I generalized and packaged up a workaround I’ve been using in Transducers.jl (see below for an explanation) to avoid using heap-allocated immutables when they contain some heap-allocated objects. It’s not registered yet, but I wonder if it is a reasonable workaround:
- Is there already a (packaged) solution like this?
- Is it a “safe” solution? (Other than the usual caveat of using
@generated
and lowered IR.)
I’ll register this package if there is no package out there that already does this and if this approach is not completely broken.
Quoting the README:
In Julia (as of 1.4) immutable objects containing heap-allocated objects may not be stack-allocated sometimes⁽¹⁾ and that’s why using something like view
can degrade performance substantially.
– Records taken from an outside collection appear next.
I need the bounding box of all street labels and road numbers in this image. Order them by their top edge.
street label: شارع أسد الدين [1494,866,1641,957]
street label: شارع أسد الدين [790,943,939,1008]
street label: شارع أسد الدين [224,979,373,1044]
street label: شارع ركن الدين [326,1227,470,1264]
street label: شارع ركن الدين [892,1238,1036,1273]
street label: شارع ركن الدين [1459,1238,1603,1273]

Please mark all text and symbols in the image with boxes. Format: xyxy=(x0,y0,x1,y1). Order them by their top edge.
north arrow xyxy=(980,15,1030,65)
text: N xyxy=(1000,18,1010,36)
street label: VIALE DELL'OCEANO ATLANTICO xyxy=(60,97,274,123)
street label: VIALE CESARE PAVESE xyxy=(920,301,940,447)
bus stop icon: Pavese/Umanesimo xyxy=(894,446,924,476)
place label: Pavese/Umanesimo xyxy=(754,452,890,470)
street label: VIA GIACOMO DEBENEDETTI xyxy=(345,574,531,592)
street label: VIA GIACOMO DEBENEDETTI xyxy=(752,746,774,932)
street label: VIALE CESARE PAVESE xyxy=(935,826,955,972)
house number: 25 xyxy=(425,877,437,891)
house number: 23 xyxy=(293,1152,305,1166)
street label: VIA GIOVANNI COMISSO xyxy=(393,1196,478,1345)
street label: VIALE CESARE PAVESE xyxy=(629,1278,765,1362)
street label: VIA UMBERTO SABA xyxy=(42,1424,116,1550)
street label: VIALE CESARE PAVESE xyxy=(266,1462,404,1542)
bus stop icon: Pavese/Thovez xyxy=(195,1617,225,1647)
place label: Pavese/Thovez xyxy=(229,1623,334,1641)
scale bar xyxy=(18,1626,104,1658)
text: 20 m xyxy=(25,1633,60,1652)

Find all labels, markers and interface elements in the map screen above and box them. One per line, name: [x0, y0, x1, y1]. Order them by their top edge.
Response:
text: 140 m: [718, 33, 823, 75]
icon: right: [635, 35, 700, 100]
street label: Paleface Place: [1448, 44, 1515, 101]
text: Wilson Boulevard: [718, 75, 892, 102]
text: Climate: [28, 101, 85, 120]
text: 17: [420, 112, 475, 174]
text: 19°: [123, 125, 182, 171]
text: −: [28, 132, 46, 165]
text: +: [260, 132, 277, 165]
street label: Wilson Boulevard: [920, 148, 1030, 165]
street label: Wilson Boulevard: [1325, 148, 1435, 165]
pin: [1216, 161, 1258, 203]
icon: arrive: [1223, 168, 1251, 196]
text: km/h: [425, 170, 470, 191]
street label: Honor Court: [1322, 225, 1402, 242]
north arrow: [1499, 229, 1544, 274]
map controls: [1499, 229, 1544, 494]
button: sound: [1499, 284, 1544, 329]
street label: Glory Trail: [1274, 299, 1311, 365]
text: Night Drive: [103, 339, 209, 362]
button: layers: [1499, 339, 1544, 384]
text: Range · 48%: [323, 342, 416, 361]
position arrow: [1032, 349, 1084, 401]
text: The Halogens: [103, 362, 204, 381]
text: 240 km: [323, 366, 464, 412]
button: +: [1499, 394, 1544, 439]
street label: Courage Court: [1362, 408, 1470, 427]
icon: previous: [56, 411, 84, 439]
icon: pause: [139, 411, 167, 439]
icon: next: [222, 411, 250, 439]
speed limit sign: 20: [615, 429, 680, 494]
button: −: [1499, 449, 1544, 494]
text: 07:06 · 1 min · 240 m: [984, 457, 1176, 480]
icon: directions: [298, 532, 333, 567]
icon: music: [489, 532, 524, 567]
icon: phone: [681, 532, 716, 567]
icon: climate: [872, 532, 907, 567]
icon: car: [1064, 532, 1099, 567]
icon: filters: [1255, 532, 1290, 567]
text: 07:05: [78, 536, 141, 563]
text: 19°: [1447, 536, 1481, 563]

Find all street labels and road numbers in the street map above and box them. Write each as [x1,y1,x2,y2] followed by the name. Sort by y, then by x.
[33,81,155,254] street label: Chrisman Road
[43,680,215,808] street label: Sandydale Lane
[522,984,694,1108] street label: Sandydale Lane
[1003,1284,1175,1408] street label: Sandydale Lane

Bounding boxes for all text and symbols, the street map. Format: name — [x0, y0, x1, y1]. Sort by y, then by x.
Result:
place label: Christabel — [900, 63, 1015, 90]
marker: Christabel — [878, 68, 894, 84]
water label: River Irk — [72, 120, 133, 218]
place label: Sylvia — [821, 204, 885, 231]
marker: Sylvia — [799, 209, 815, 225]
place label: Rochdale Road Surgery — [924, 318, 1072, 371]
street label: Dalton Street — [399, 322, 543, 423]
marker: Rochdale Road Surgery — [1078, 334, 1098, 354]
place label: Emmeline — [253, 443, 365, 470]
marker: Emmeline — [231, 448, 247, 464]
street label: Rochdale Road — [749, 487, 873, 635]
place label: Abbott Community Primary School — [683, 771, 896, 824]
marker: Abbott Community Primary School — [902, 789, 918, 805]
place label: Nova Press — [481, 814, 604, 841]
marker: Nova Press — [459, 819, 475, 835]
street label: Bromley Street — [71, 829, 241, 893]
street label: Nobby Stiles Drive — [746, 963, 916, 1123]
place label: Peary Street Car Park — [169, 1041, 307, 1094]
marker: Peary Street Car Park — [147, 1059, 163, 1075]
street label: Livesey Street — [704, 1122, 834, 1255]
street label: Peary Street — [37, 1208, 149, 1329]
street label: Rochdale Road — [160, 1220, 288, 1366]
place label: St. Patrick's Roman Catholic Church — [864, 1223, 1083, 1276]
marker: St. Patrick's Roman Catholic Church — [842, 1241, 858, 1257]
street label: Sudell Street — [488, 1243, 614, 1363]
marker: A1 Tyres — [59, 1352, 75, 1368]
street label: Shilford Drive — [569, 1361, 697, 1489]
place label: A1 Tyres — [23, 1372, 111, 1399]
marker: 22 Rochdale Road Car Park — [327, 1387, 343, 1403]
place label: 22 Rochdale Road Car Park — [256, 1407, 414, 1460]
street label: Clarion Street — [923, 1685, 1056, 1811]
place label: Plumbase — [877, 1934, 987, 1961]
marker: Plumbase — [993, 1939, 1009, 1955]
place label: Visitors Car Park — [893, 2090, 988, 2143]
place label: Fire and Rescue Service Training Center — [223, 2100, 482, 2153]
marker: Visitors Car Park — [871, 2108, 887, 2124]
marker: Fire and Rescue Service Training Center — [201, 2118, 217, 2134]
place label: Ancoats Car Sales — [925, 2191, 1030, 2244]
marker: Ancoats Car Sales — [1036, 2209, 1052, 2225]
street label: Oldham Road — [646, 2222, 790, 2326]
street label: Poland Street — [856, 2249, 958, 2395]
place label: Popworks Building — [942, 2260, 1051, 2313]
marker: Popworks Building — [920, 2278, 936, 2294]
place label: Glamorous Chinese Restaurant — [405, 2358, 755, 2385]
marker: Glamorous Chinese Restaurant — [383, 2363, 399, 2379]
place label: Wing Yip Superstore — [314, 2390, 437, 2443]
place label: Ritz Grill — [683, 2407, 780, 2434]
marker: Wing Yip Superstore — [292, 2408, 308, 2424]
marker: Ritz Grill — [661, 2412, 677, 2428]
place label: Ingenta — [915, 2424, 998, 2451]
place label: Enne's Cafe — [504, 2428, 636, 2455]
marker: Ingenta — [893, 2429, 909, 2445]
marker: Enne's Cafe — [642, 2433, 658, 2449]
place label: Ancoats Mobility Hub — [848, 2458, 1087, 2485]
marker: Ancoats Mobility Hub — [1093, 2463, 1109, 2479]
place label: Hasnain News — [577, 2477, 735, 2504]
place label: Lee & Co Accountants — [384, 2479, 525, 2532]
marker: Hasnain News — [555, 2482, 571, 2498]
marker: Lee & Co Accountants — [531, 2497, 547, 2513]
Restacker.jl provides an API
immutable_object = restack(immutable_object)
to put immutable_object
in the stack and avoid this performance pitfall.
⁽¹⁾ It seems that this tends to happen when such an object crosses non-inlined function call boundaries. See also this and this discussions in Discourse and also this old PR JuliaLang/julia#18632.
Example
Consider simple computation kernel
@noinline function f!(ys, xs)
@inbounds for i in eachindex(ys, xs)
x = xs[i]
if -0.5 < x < 0.5
ys[i] = 2x
end
end
end
This works great with raw-Array
but the performance with view
ed array is not great:
julia> using BenchmarkTools
julia> xs = randn(10_000);
julia> @benchmark f!($(zero(xs)), $xs)
BenchmarkTools.Trial:
memory estimate: 0 bytes
allocs estimate: 0
--------------
minimum time: 1.989 μs (0.00% GC)
median time: 2.033 μs (0.00% GC)
mean time: 2.189 μs (0.00% GC)
maximum time: 6.785 μs (0.00% GC)
--------------
samples: 10000
evals/sample: 10
julia> @benchmark f!($(view(zero(xs), :)), $(view(xs, :)))
BenchmarkTools.Trial:
memory estimate: 0 bytes
allocs estimate: 0
--------------
minimum time: 47.223 μs (0.00% GC)
median time: 49.227 μs (0.00% GC)
mean time: 51.072 μs (0.00% GC)
maximum time: 133.803 μs (0.00% GC)
--------------
samples: 10000
evals/sample: 1
It turned out that restack
ing the destination array ys
is enough to fix the problem in f!
above:
using Restacker
@noinline function g!(ys, xs)
ys = restack(ys)
@inbounds for i in eachindex(ys, xs)
x = xs[i]
if -0.5 < x < 0.5
ys[i] = 2x
end
end
end
Calling this function on view
is now as fast as the raw-Vector
version:
julia> @benchmark g!($(view(zero(xs), :)), $(view(xs, :)))
BenchmarkTools.Trial:
memory estimate: 48 bytes
allocs estimate: 1
--------------
minimum time: 2.021 μs (0.00% GC)
median time: 2.097 μs (0.00% GC)
mean time: 2.265 μs (0.00% GC)
maximum time: 6.663 μs (0.00% GC)
--------------
samples: 10000
evals/sample: 10
Notice the slight increase in the memory consumption. This is because restack
re-creates the object in the stack.
See more examples in benchmark/
directory.
How it works
Consider an immutable type:
struct ABC{A,B,C}
a::A
b::B
c::C
end
Then
abc = restack(abc)
is equivalent to
abc = ABC(
restack(abc.a),
restack(abc.b),
restack(abc.c),
)
For mutable object like x :: Array
, restack
return the input as-is.
In general, restack
is an identity function such that
restack(x) === x
Notice the triple-equality ===
. It means that restack
does not change the behavior of the program while it may benefit run-time performance by sacrificing the memory consumption (slightly) and compile-time.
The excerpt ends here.